= Nicholas Chabraja =

Nicholas D. Chabraja (pronounced cha-brah-ya) (born November 6, 1942, in Gary, Indiana) is a Serbian - American lawyer and former chief executive officer of General Dynamics Corporation.

==Career==
In 1967 he got a law degree from the Northwestern University. He was then employed by the Jenner & Block law firm in which he stayed for almost thirty years, from 1968 to 1997. In this first and longest period of his career, he also served as a Special Counsel for the United States House of Representatives. He also held counseling positions for General Dynamics, being a Senior Vice President and Counsel from 1993 to 1994, and a Vice-Chairman from 1996 to 1997.
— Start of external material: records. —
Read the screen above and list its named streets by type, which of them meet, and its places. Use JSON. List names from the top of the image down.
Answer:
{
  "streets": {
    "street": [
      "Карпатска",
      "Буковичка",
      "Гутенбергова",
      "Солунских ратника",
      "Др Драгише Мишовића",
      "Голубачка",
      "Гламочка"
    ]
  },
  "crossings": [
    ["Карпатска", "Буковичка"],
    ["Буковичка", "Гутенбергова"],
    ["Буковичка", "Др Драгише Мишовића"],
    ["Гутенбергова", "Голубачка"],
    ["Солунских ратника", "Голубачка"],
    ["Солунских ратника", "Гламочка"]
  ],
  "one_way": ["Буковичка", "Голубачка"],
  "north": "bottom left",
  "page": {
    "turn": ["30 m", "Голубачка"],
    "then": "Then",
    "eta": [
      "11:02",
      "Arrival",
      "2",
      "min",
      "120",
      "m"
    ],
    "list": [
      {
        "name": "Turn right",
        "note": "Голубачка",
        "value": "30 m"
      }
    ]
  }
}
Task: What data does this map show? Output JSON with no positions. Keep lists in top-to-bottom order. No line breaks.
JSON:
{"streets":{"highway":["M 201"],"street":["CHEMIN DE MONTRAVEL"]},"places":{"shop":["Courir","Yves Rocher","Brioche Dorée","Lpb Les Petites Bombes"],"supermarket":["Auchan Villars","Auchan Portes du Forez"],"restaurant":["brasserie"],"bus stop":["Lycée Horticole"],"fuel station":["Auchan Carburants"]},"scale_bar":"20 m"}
In 1997 he was appointed a Chief Executive Officer of General Dynamics, a position which he held for twelve years, stepping down from his office on June 30, 2009. This makes Nicholas Chabraja the longest-serving Chief Executive Officer of the top five defense contractors, the others being Lockheed Martin, Northrop Grumman, Boeing, and Raytheon. Under his management, General Dynamics grew rapidly, mainly through acquisitions: from $4 billion in sales and 29,000 employees to $29.3 billion in sales and 92,900 employees in 2008. In 2008, Nicholas D. Chabraja earned a total compensation of $17,962,579, which included a base salary of $1,375,000, a cash bonus of $4,500,000, stocks granted worth $3,756,556, options granted worth $7,926,420, and other compensation worth $404,603. In 2009, he was included in the list of the 24 "TopGun CEOs" in the US, published by Brendan Wood International, an advisory agency.

He is also a member of the Lambda Chi Alpha fraternity.